===== PROVIDED DATA

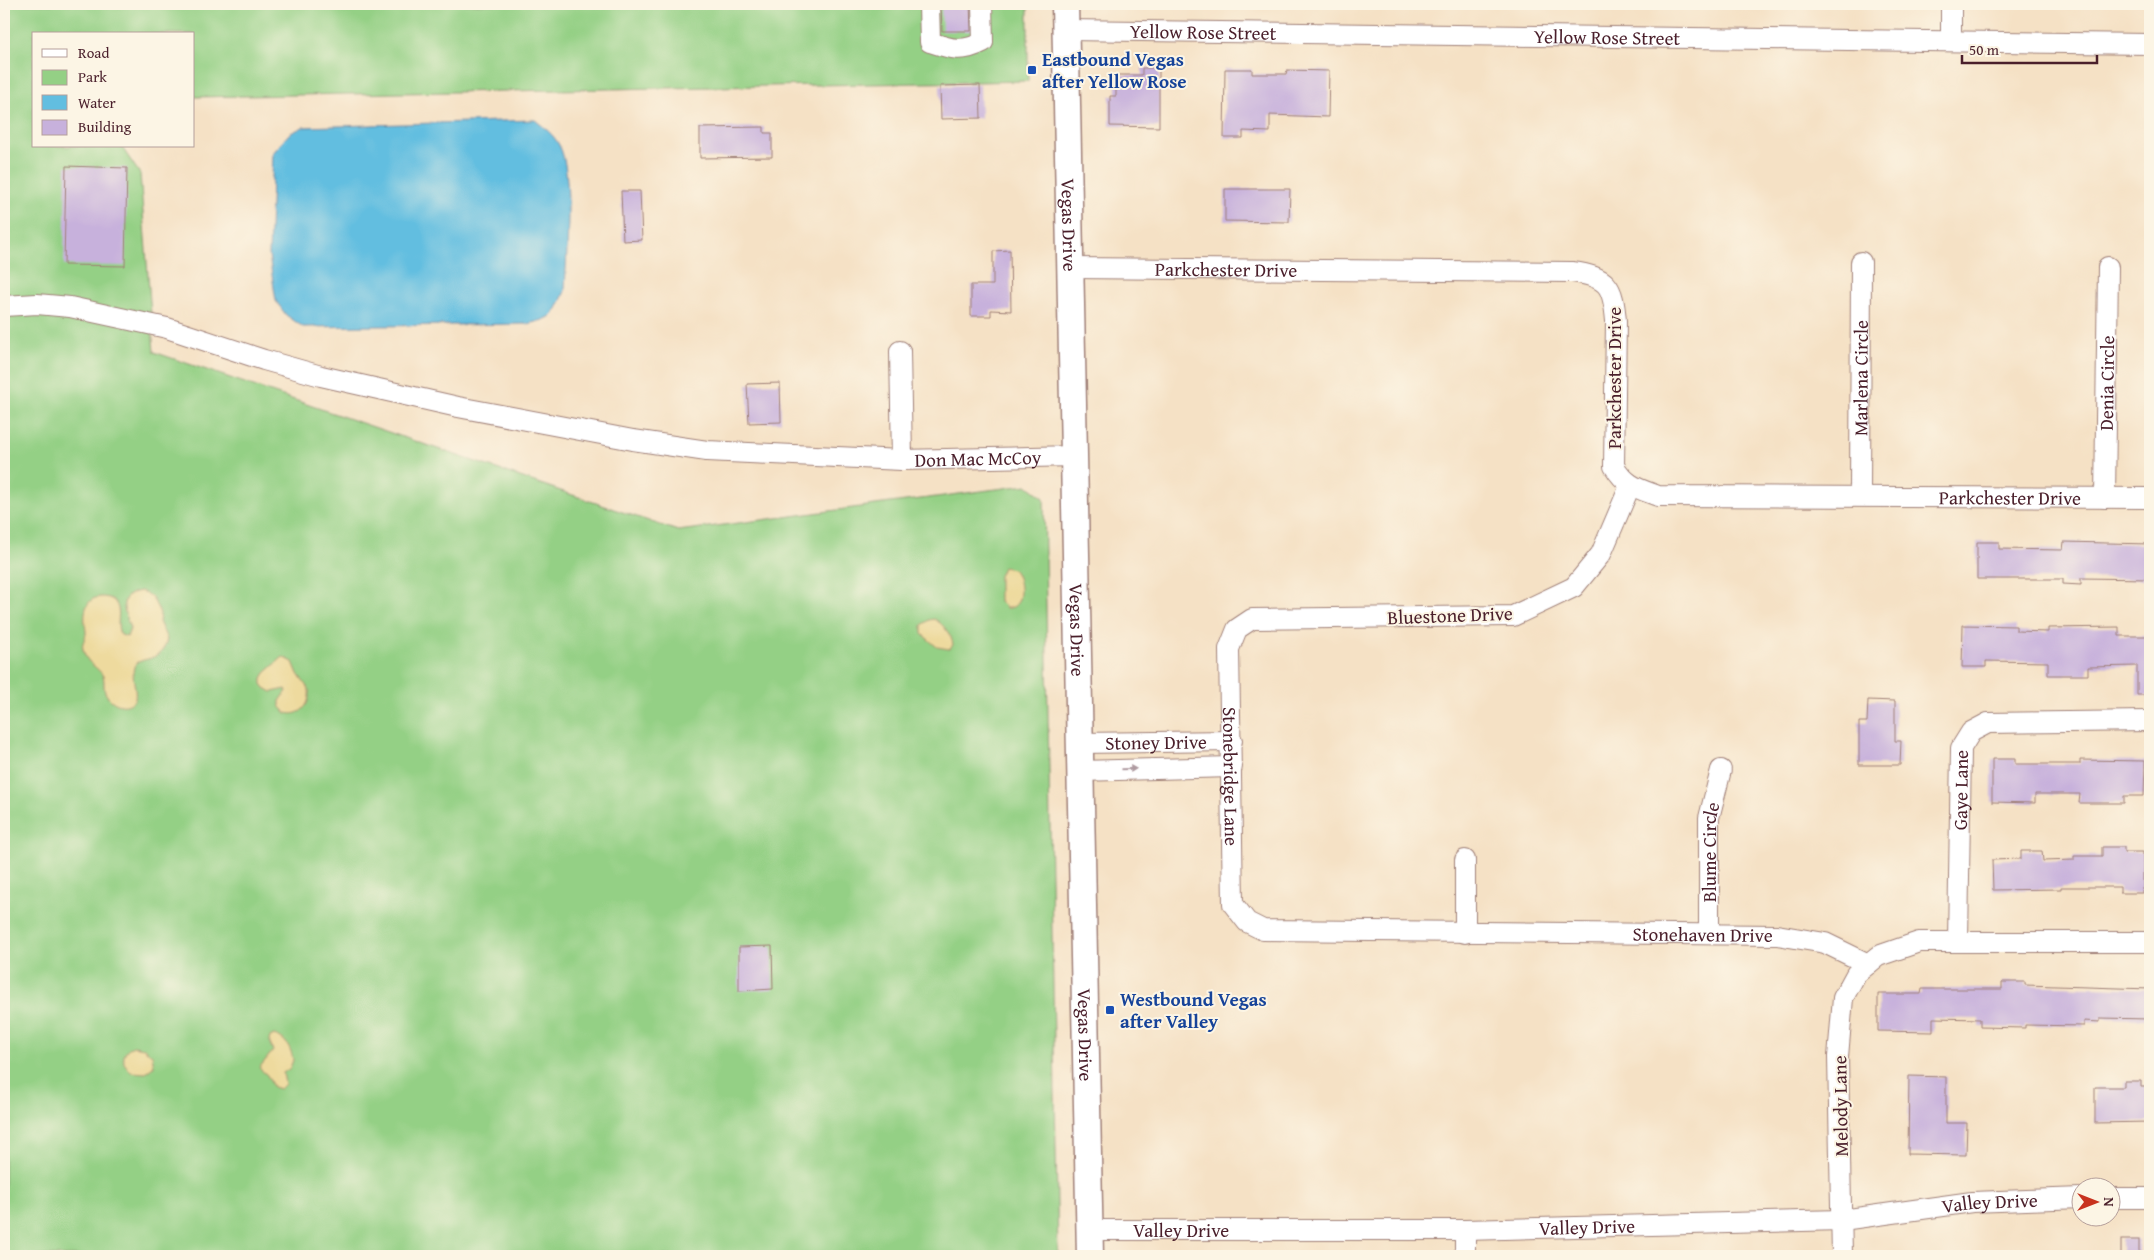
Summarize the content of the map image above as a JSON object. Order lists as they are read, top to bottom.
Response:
{
  "streets": {
    "main road": ["Vegas Drive"],
    "street": [
      "Yellow Rose Street",
      "Parkchester Drive",
      "Marlena Circle",
      "Denia Circle",
      "Don Mac McCoy",
      "Bluestone Drive",
      "Stoney Drive",
      "Stonebridge Lane",
      "Gaye Lane",
      "Blume Circle",
      "Stonehaven Drive",
      "Melody Lane",
      "Valley Drive"
    ]
  },
  "crossings": [
    ["Yellow Rose Street", "Vegas Drive"],
    ["Vegas Drive", "Parkchester Drive"],
    ["Vegas Drive", "Don Mac McCoy"],
    ["Vegas Drive", "Stoney Drive"],
    ["Vegas Drive", "Valley Drive"],
    ["Parkchester Drive", "Marlena Circle"],
    ["Parkchester Drive", "Denia Circle"],
    ["Parkchester Drive", "Bluestone Drive"],
    ["Bluestone Drive", "Stonebridge Lane"],
    ["Stoney Drive", "Stonebridge Lane"],
    ["Stonebridge Lane", "Stonehaven Drive"],
    ["Blume Circle", "Stonehaven Drive"],
    ["Stonehaven Drive", "Melody Lane"],
    ["Melody Lane", "Valley Drive"]
  ],
  "places": {
    "transit": ["Eastbound Vegas after Yellow Rose", "Westbound Vegas after Valley"]
  },
  "legend": [
    "Road",
    "Park",
    "Water",
    "Building"
  ],
  "scale_bar": "50 m",
  "north": "right"
}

==========

* ASSIGNMENT
Would you please filter the lines above and copy every one that includes "Marlena"?

* OUTPUT
      "Marlena Circle",
    ["Parkchester Drive", "Marlena Circle"],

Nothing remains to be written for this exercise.